■ **Work instruction**
Using the records below, find every line that includes "check" and copy it.

(Dataset records Opens)

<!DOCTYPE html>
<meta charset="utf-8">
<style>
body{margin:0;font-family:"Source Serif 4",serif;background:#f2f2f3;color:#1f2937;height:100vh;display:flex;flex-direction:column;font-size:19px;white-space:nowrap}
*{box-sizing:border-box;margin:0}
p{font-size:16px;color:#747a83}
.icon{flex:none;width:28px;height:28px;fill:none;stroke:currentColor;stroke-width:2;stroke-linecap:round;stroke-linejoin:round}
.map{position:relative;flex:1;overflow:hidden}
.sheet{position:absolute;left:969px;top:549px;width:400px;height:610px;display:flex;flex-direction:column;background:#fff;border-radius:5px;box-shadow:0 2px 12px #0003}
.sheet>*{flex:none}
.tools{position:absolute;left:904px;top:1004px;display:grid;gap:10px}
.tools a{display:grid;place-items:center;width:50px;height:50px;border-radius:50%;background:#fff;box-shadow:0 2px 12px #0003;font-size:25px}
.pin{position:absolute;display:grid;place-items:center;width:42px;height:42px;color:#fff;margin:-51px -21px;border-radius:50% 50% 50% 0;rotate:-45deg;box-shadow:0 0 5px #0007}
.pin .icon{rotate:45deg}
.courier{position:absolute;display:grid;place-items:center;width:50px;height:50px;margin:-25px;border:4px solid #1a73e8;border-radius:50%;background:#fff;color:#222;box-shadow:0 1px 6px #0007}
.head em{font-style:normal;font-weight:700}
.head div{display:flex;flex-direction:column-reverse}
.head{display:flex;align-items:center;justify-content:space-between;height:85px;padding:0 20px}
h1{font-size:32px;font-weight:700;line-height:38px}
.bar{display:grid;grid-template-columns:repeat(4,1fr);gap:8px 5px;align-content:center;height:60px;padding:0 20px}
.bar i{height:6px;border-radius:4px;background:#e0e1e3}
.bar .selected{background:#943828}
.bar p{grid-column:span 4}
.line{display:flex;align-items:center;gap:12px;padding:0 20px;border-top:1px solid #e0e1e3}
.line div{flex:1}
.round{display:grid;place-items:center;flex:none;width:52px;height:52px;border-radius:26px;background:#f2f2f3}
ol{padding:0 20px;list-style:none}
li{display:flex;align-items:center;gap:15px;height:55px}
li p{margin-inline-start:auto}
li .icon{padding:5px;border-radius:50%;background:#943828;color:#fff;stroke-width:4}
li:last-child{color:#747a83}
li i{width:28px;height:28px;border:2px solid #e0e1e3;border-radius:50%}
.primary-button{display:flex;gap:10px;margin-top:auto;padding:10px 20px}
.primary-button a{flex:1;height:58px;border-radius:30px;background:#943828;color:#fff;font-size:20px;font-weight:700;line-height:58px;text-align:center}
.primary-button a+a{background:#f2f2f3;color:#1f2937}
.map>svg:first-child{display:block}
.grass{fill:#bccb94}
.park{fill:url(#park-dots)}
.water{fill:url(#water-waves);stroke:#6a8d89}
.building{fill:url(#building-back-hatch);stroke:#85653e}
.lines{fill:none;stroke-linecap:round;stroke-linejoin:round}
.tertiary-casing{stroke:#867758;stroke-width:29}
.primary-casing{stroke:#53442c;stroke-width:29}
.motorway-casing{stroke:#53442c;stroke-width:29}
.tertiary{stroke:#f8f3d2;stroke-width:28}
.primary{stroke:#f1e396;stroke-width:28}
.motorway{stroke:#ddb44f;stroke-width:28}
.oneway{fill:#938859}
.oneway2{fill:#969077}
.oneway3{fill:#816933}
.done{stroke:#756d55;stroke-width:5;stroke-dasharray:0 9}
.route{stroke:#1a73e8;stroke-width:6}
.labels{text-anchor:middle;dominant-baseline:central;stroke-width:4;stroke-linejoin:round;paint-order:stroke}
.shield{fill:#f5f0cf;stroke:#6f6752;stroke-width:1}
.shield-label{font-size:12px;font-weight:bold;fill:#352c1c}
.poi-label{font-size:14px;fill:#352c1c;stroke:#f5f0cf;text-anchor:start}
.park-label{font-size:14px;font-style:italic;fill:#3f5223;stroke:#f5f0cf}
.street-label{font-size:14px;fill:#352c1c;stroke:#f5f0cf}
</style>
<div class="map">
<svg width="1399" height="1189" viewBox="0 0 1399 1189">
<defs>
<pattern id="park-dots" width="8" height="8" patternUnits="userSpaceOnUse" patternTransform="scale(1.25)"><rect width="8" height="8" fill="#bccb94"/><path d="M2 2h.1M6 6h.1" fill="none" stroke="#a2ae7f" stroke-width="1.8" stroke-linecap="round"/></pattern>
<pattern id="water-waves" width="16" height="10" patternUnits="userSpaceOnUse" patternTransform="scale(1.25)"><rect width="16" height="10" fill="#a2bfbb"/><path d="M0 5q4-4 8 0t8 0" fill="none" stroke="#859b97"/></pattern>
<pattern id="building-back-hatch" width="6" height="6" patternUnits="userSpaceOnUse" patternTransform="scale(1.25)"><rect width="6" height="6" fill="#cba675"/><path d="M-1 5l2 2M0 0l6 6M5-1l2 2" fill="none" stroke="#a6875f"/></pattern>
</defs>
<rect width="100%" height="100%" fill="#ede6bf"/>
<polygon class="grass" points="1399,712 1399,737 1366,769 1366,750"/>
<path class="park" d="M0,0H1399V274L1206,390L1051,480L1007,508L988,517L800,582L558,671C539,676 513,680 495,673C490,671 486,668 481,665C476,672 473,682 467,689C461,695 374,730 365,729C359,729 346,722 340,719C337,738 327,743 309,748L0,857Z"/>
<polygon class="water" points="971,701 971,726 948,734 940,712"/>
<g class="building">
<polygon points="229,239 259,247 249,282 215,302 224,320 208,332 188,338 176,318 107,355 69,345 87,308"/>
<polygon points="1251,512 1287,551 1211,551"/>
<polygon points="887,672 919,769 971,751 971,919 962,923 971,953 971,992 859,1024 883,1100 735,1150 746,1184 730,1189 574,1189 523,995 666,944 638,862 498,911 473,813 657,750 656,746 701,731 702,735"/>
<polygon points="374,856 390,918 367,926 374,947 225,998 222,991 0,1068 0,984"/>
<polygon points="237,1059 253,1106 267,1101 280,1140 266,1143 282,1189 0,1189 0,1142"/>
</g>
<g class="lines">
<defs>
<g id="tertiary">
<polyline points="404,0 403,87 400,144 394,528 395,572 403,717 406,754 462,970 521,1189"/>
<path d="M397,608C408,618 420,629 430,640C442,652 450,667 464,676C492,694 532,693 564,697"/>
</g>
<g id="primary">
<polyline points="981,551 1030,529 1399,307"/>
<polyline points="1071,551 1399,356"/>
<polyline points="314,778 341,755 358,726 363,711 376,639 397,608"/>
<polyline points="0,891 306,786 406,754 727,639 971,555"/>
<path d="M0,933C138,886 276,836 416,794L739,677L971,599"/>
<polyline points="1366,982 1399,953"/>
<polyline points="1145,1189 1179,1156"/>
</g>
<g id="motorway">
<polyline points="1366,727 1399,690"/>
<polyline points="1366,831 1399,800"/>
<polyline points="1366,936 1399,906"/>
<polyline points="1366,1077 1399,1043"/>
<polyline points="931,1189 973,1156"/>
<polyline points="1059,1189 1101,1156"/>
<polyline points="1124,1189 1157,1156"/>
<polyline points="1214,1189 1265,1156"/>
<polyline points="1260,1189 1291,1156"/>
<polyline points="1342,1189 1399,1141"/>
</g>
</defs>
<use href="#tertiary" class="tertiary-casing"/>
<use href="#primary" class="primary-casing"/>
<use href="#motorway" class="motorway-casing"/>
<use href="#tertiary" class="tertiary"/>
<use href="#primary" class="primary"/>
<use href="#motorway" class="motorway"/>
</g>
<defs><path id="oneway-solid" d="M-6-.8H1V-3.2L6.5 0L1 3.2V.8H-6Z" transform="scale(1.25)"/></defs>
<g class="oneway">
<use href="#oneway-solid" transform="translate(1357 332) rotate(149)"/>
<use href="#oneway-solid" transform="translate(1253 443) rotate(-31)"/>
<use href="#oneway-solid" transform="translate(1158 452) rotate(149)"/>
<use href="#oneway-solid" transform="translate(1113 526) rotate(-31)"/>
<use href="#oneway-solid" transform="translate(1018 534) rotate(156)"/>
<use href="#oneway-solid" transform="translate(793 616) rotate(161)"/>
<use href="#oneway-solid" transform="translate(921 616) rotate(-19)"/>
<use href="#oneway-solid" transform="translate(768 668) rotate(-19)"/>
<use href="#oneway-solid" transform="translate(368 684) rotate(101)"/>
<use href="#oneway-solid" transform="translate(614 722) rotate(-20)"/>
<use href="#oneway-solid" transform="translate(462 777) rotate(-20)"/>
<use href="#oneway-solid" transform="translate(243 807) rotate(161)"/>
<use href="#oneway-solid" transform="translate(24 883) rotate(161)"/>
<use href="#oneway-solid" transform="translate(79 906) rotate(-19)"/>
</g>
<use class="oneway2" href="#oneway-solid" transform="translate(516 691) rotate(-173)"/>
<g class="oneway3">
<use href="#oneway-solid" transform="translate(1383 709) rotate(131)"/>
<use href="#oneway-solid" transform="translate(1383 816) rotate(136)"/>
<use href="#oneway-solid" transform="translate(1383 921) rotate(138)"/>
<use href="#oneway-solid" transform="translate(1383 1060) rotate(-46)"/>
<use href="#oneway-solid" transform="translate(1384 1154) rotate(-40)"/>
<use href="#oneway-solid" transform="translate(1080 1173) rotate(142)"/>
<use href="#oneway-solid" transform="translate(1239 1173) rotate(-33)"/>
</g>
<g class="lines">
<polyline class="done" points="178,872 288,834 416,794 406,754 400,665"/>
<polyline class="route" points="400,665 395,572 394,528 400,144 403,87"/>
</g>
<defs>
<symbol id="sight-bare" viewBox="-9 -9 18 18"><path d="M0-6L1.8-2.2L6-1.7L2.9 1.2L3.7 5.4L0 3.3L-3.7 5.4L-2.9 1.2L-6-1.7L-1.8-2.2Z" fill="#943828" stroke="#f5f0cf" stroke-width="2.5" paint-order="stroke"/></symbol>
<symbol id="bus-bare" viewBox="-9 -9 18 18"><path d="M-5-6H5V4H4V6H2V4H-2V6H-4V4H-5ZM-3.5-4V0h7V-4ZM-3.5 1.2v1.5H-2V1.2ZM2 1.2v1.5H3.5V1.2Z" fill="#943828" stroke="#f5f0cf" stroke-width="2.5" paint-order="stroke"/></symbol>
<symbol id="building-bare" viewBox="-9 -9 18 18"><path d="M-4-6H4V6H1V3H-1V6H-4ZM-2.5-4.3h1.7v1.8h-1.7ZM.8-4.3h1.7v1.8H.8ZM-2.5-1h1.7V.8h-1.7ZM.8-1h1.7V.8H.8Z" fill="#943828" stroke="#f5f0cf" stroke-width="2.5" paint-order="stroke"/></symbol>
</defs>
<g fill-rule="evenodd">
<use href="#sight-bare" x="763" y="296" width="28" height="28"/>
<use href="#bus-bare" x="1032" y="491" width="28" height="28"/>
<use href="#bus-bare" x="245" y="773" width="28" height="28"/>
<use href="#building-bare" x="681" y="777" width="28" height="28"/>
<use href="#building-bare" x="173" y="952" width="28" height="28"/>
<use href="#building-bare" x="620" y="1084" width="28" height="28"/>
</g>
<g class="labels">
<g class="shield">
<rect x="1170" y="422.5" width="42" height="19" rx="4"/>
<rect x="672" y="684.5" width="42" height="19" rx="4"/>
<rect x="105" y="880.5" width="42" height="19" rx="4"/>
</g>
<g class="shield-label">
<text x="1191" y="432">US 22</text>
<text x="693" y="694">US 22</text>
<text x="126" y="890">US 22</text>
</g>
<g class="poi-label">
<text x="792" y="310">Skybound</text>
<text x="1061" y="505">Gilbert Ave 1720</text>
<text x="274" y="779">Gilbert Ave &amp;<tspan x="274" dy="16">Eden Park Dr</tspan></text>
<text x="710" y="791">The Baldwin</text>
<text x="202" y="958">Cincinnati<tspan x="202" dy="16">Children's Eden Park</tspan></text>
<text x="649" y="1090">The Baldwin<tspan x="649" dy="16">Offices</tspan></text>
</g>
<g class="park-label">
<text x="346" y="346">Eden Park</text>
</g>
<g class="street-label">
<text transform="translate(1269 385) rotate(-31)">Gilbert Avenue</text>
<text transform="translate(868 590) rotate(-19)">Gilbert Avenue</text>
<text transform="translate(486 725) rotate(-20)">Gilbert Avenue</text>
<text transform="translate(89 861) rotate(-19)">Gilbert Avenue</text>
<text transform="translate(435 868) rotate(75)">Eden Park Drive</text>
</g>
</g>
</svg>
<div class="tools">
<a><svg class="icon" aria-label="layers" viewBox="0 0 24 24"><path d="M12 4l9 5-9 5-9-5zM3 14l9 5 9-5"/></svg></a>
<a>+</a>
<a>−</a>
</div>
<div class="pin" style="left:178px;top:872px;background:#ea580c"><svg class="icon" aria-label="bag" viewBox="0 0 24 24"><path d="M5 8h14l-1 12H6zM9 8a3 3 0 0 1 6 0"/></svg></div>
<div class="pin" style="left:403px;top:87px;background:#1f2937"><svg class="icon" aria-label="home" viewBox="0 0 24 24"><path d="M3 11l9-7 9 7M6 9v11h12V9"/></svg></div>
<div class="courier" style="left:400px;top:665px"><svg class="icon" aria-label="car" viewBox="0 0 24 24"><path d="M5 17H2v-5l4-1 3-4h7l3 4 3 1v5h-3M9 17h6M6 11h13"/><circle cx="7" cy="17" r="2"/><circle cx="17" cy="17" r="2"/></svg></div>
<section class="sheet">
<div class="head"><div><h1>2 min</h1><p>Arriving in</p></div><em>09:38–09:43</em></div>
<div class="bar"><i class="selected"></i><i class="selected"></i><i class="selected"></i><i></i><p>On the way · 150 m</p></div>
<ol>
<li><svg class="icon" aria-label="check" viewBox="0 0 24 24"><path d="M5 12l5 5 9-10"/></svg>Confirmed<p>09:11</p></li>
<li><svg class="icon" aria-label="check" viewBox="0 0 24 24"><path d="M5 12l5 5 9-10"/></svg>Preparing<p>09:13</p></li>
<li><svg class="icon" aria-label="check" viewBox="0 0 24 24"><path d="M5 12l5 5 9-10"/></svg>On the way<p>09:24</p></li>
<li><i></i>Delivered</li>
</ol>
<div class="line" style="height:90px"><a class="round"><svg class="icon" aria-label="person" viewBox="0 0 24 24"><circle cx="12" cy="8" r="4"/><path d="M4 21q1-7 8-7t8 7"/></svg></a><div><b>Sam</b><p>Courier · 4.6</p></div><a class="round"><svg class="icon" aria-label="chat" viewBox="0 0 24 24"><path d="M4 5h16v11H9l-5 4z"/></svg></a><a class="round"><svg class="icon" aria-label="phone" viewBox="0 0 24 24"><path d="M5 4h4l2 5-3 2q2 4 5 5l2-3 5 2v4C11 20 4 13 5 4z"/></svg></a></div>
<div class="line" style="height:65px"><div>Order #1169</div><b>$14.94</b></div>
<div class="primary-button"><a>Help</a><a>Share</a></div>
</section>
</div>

(Dataset records Closes)

■ **Answer for this exercise**
<li><svg class="icon" aria-label="check" viewBox="0 0 24 24"><path d="M5 12l5 5 9-10"/></svg>Confirmed<p>09:11</p></li>
<li><svg class="icon" aria-label="check" viewBox="0 0 24 24"><path d="M5 12l5 5 9-10"/></svg>Preparing<p>09:13</p></li>
<li><svg class="icon" aria-label="check" viewBox="0 0 24 24"><path d="M5 12l5 5 9-10"/></svg>On the way<p>09:24</p></li>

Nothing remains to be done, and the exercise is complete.